What Do You Know?
One in a series of letters to my son that I wrote to strengthen him as he began his high-school years
As you read the evolution chapters in your biology textbook, keep in mind the difference between interpretation and fact. Also watch for generalizations and omitted details.
Your book begins its discussion of evolution on page 252 with a section on "The Age of Earth". Right away you "learn" that Earth is 4.5 billion years old. Is that a fact? No, it's really an interpretation. The age is presented as fact, but the very next section shows that 4.5 billion years is really an interpretation of some facts.
The next section is "Measuring Earth's Age". Paragraph 1 says that "scientists have estimated" Earth's age by measuring the amount of radioactive isotopes in, well, the paragraph doesn't say. The phrasing "scientists have estimated" is a generalization. Other phrasing in the paragraph points to omitted detail. Here are some questions you could ask yourself after reading that paragraph:
- Who are these scientists?
- Which isotopes are we talking about?
- What objects did they test? Presumably they looked at rocks, but the paragraph omits mention of that.
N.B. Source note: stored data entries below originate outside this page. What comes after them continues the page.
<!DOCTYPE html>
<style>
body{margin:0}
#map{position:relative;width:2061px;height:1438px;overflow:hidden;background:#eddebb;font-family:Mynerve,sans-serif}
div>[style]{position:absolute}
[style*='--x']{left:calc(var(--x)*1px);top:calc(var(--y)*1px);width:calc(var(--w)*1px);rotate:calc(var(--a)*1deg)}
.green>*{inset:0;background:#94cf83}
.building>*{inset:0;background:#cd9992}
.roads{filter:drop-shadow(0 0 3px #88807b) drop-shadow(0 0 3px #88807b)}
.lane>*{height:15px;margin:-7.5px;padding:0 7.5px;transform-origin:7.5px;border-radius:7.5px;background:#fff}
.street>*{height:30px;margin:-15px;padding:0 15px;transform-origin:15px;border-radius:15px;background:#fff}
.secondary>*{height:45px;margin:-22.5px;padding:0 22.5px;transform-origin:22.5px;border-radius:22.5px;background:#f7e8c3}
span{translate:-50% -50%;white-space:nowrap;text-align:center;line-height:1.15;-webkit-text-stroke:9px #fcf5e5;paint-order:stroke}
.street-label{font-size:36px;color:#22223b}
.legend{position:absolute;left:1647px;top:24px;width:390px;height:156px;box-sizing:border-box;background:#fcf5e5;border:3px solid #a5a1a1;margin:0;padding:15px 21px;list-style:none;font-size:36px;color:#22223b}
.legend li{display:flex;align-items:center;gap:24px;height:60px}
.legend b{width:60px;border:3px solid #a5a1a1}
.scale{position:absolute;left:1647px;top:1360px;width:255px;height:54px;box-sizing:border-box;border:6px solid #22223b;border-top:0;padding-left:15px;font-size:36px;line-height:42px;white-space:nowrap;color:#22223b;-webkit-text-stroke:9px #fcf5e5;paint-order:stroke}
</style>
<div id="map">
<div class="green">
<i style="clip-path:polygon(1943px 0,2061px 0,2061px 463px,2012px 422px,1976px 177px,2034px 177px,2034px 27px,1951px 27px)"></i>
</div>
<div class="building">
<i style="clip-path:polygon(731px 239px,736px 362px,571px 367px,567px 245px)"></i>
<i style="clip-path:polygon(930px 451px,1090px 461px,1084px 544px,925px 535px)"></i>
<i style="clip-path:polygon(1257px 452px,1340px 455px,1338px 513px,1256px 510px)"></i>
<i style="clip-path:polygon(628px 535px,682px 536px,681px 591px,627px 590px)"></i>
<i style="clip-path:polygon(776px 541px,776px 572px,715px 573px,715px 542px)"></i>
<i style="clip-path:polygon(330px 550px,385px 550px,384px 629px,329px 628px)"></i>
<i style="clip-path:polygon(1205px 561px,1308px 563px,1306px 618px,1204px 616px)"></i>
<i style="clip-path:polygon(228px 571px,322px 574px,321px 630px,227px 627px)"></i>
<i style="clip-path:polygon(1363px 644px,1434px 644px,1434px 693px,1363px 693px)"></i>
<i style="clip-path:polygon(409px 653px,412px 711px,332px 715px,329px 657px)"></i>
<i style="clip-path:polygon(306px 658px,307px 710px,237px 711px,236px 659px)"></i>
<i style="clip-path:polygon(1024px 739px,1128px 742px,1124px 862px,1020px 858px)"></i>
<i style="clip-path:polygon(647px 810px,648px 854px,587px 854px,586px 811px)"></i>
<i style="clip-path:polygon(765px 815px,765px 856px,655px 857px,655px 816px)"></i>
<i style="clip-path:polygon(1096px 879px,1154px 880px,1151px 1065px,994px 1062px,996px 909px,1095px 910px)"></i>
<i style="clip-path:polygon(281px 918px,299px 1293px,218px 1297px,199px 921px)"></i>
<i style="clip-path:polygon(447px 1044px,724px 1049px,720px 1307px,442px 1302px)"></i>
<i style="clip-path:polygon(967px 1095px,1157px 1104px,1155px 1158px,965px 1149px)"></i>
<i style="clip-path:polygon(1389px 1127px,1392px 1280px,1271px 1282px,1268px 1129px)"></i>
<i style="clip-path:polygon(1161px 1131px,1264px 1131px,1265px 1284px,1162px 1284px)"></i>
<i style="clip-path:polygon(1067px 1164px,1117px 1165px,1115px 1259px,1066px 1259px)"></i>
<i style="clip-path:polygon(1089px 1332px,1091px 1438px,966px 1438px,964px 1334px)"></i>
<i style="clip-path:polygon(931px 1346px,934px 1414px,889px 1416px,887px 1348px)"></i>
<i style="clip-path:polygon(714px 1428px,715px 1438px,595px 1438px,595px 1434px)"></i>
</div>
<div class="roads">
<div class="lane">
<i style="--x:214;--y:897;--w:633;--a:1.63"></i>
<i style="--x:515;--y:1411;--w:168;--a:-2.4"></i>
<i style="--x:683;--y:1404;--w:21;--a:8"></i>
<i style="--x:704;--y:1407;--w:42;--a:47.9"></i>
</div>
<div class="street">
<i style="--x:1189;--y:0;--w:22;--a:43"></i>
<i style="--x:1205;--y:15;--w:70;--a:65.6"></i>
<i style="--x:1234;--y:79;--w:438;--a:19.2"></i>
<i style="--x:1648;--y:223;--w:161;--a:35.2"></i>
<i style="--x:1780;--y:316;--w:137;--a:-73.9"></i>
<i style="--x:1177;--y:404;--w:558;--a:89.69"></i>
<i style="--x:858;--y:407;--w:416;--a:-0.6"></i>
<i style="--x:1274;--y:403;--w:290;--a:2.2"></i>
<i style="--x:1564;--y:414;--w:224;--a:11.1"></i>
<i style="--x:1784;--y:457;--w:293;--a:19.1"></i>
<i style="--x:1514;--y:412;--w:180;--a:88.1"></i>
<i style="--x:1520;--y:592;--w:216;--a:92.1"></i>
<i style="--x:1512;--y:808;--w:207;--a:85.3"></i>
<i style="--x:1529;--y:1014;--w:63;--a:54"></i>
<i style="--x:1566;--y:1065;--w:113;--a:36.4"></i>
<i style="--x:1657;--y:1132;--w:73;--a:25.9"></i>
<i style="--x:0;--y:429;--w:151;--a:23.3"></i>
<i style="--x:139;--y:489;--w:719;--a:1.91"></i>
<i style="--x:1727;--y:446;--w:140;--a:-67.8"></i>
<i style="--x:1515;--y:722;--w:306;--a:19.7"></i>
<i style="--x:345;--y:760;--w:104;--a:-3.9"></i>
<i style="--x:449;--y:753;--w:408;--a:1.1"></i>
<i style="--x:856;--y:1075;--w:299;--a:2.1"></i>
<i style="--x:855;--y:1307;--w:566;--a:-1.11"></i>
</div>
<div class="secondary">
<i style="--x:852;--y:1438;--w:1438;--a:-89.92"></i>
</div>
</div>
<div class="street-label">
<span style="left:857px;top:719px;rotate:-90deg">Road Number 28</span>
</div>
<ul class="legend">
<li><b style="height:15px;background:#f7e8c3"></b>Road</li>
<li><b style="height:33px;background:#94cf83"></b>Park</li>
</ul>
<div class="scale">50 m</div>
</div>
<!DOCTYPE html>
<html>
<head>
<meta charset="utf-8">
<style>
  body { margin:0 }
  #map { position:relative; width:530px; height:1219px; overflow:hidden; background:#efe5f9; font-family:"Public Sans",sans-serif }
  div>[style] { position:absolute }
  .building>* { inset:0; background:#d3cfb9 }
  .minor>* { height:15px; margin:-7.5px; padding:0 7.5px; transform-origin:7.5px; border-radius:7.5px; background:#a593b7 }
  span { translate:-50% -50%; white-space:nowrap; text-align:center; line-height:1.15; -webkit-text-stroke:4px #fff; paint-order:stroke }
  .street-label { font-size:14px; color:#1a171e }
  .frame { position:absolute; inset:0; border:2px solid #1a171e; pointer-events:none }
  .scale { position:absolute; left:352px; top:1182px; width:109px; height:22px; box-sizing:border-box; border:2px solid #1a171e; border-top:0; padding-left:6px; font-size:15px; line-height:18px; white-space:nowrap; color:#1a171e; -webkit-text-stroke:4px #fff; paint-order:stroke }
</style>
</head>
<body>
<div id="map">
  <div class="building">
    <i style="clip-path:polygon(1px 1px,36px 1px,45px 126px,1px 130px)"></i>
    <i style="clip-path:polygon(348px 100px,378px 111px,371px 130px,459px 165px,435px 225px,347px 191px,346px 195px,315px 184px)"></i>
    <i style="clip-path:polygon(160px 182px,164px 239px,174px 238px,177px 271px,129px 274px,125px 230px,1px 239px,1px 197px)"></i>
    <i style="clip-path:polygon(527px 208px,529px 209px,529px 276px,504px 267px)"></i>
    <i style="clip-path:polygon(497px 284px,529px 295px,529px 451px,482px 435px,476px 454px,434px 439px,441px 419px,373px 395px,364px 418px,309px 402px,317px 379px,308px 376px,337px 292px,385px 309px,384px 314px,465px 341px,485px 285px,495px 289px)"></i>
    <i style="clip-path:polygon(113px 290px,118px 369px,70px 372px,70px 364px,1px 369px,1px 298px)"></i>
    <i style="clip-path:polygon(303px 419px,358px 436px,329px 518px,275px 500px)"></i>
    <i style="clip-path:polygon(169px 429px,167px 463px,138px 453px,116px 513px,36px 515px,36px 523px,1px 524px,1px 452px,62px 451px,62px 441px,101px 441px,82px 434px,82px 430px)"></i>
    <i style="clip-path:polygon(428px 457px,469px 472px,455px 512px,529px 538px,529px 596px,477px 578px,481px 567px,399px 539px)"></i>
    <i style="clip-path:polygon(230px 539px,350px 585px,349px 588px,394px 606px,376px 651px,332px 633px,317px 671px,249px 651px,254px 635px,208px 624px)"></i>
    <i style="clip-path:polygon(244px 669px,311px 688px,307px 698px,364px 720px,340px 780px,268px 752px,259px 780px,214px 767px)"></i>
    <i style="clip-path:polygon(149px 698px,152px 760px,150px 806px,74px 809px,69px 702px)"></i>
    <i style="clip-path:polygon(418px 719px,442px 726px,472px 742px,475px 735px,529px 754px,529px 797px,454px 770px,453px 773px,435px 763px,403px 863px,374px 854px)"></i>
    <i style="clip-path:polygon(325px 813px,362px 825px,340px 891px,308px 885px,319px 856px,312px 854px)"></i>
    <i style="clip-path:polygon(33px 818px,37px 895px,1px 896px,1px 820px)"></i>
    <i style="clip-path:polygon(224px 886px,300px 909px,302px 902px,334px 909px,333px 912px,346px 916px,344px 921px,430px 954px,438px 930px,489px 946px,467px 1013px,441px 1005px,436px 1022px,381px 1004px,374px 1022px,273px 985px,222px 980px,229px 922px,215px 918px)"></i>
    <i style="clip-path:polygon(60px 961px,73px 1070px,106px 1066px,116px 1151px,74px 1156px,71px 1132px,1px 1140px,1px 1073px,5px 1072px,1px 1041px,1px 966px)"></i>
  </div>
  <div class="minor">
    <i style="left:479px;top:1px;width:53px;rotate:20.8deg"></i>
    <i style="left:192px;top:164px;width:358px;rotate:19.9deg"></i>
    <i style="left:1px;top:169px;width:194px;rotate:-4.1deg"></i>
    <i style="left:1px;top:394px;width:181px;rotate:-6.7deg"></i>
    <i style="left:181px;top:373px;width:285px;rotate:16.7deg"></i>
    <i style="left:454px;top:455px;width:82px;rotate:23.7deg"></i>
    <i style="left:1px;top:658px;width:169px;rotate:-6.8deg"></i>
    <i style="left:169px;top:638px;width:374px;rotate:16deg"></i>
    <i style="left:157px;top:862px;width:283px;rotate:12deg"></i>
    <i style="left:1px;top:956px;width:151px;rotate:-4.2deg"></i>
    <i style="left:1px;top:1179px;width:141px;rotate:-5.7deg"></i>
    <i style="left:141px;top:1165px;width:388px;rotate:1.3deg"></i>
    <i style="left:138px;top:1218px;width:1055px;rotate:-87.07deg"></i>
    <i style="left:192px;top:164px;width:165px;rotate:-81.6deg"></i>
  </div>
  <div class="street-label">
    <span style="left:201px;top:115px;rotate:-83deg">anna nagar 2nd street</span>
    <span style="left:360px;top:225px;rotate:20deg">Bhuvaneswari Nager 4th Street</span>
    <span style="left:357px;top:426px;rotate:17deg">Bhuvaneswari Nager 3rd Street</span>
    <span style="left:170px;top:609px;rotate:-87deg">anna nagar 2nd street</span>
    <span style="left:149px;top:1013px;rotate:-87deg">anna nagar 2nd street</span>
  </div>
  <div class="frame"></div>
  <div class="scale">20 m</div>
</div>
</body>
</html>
Paragraph 2 goes on to give an example of potassium-argon dating, involving the decay of potassium-40 to argon-40 and calcium-40. There is nothing to link paragraphs 1 and 2. Was potassium-argon the method used to compute the 4.5 billion years? Your textbook implies that from the juxtaposition of the two paragraphs, but you shouldn't assume something not stated explicitly.
In fact, one of the earliest people to compute a 4.5 billion-year age was Clair Patterson, and he used Uranium-Lead dating as a basis for that age. Why then did your textbook authors choose potassium-argon dating for their example? We don't know. The authors do not explain why they chose the example they did.
(By the way, Clair Patterson tested a meteorite -- a rock that crashed to Earth from space).
My goal in this letter is only to get you thinking about what you really know, personally, versus what you read in your textbook. For example, here is what I personally feel that I know after reading page 252:
The authors believe that Earth is 4.5 billion years old.
The fact I hold in my head is that "The authors believe...". We know they believe in a 4.5 billion-year age, because they said so in print, in their book, that they wrote.
Make some time in life to dig into details when a topic is interesting or important. Research the trail from facts to interpretation. Nail down specifics. You'll learn the most when you do those things. And it's fun too! Isn't it cool to know that Clair tested a rock from space to determine the age of Earth?